> [Given data]:
········

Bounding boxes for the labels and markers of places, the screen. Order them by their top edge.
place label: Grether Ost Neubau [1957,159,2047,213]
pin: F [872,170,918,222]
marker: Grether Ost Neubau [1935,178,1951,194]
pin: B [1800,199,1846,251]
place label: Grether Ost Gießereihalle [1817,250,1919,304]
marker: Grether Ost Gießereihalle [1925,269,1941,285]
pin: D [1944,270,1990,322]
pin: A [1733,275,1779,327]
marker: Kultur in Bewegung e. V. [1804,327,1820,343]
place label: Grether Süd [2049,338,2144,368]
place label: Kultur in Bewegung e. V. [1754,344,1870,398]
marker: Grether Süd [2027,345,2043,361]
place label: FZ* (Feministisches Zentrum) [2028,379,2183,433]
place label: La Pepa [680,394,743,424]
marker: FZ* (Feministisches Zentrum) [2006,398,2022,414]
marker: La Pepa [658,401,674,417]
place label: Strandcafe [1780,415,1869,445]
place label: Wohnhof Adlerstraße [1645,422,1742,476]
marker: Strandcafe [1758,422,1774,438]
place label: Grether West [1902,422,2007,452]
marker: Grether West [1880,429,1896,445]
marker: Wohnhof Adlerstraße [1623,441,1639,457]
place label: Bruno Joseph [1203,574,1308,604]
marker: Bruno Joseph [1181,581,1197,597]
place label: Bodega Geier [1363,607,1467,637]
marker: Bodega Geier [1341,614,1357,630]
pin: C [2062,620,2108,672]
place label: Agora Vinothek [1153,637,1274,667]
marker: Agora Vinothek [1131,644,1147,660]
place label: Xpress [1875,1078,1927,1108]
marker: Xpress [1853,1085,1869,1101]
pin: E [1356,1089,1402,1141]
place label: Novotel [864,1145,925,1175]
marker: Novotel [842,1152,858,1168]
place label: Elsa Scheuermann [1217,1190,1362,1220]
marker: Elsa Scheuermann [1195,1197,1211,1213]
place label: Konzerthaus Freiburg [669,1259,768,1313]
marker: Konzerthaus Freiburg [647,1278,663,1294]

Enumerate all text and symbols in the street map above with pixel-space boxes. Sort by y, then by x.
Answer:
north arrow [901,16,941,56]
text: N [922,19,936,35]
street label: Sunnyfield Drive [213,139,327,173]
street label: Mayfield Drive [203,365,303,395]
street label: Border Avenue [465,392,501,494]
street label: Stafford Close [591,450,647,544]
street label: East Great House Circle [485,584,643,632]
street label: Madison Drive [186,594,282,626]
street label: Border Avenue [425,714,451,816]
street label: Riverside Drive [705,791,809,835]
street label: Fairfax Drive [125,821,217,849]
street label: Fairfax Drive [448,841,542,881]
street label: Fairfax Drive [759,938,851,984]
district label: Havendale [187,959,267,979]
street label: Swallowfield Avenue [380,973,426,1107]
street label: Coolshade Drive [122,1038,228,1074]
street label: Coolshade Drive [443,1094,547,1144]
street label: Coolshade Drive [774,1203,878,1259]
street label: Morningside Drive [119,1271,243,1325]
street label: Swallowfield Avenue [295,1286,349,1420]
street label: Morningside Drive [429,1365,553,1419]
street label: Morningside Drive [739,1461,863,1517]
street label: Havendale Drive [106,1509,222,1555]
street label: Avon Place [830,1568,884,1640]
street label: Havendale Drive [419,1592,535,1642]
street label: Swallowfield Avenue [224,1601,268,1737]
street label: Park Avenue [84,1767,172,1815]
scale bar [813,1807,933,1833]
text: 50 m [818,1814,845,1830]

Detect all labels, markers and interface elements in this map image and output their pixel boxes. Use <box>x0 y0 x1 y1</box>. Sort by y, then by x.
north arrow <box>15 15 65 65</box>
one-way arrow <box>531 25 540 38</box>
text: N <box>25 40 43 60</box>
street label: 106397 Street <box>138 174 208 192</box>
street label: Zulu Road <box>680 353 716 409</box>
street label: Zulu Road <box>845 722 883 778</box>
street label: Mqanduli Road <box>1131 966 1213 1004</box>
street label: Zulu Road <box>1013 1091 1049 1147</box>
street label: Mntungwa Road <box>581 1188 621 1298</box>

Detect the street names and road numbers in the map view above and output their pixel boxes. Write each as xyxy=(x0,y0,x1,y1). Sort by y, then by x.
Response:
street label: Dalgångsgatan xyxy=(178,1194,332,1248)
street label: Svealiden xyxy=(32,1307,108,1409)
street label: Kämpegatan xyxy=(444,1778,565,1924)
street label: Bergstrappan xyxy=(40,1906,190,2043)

········

> [Task prompt]: Write every record out again, letter for letter.

> [Result below]:
Bounding boxes for the labels and markers of places, the screen. Order them by their top edge.
place label: Grether Ost Neubau [1957,159,2047,213]
pin: F [872,170,918,222]
marker: Grether Ost Neubau [1935,178,1951,194]
pin: B [1800,199,1846,251]
place label: Grether Ost Gießereihalle [1817,250,1919,304]
marker: Grether Ost Gießereihalle [1925,269,1941,285]
pin: D [1944,270,1990,322]
pin: A [1733,275,1779,327]
marker: Kultur in Bewegung e. V. [1804,327,1820,343]
place label: Grether Süd [2049,338,2144,368]
place label: Kultur in Bewegung e. V. [1754,344,1870,398]
marker: Grether Süd [2027,345,2043,361]
place label: FZ* (Feministisches Zentrum) [2028,379,2183,433]
place label: La Pepa [680,394,743,424]
marker: FZ* (Feministisches Zentrum) [2006,398,2022,414]
marker: La Pepa [658,401,674,417]
place label: Strandcafe [1780,415,1869,445]
place label: Wohnhof Adlerstraße [1645,422,1742,476]
marker: Strandcafe [1758,422,1774,438]
place label: Grether West [1902,422,2007,452]
marker: Grether West [1880,429,1896,445]
marker: Wohnhof Adlerstraße [1623,441,1639,457]
place label: Bruno Joseph [1203,574,1308,604]
marker: Bruno Joseph [1181,581,1197,597]
place label: Bodega Geier [1363,607,1467,637]
marker: Bodega Geier [1341,614,1357,630]
pin: C [2062,620,2108,672]
place label: Agora Vinothek [1153,637,1274,667]
marker: Agora Vinothek [1131,644,1147,660]
place label: Xpress [1875,1078,1927,1108]
marker: Xpress [1853,1085,1869,1101]
pin: E [1356,1089,1402,1141]
place label: Novotel [864,1145,925,1175]
marker: Novotel [842,1152,858,1168]
place label: Elsa Scheuermann [1217,1190,1362,1220]
marker: Elsa Scheuermann [1195,1197,1211,1213]
place label: Konzerthaus Freiburg [669,1259,768,1313]
marker: Konzerthaus Freiburg [647,1278,663,1294]

Enumerate all text and symbols in the street map above with pixel-space boxes. Sort by y, then by x.
Answer:
north arrow [901,16,941,56]
text: N [922,19,936,35]
street label: Sunnyfield Drive [213,139,327,173]
street label: Mayfield Drive [203,365,303,395]
street label: Border Avenue [465,392,501,494]
street label: Stafford Close [591,450,647,544]
street label: East Great House Circle [485,584,643,632]
street label: Madison Drive [186,594,282,626]
street label: Border Avenue [425,714,451,816]
street label: Riverside Drive [705,791,809,835]
street label: Fairfax Drive [125,821,217,849]
street label: Fairfax Drive [448,841,542,881]
street label: Fairfax Drive [759,938,851,984]
district label: Havendale [187,959,267,979]
street label: Swallowfield Avenue [380,973,426,1107]
street label: Coolshade Drive [122,1038,228,1074]
street label: Coolshade Drive [443,1094,547,1144]
street label: Coolshade Drive [774,1203,878,1259]
street label: Morningside Drive [119,1271,243,1325]
street label: Swallowfield Avenue [295,1286,349,1420]
street label: Morningside Drive [429,1365,553,1419]
street label: Morningside Drive [739,1461,863,1517]
street label: Havendale Drive [106,1509,222,1555]
street label: Avon Place [830,1568,884,1640]
street label: Havendale Drive [419,1592,535,1642]
street label: Swallowfield Avenue [224,1601,268,1737]
street label: Park Avenue [84,1767,172,1815]
scale bar [813,1807,933,1833]
text: 50 m [818,1814,845,1830]

Detect all labels, markers and interface elements in this map image and output their pixel boxes. Use <box>x0 y0 x1 y1</box>. Sort by y, then by x.
north arrow <box>15 15 65 65</box>
one-way arrow <box>531 25 540 38</box>
text: N <box>25 40 43 60</box>
street label: 106397 Street <box>138 174 208 192</box>
street label: Zulu Road <box>680 353 716 409</box>
street label: Zulu Road <box>845 722 883 778</box>
street label: Mqanduli Road <box>1131 966 1213 1004</box>
street label: Zulu Road <box>1013 1091 1049 1147</box>
street label: Mntungwa Road <box>581 1188 621 1298</box>

Detect the street names and road numbers in the map view above and output their pixel boxes. Write each as xyxy=(x0,y0,x1,y1). Sort by y, then by x.
Response:
street label: Dalgångsgatan xyxy=(178,1194,332,1248)
street label: Svealiden xyxy=(32,1307,108,1409)
street label: Kämpegatan xyxy=(444,1778,565,1924)
street label: Bergstrappan xyxy=(40,1906,190,2043)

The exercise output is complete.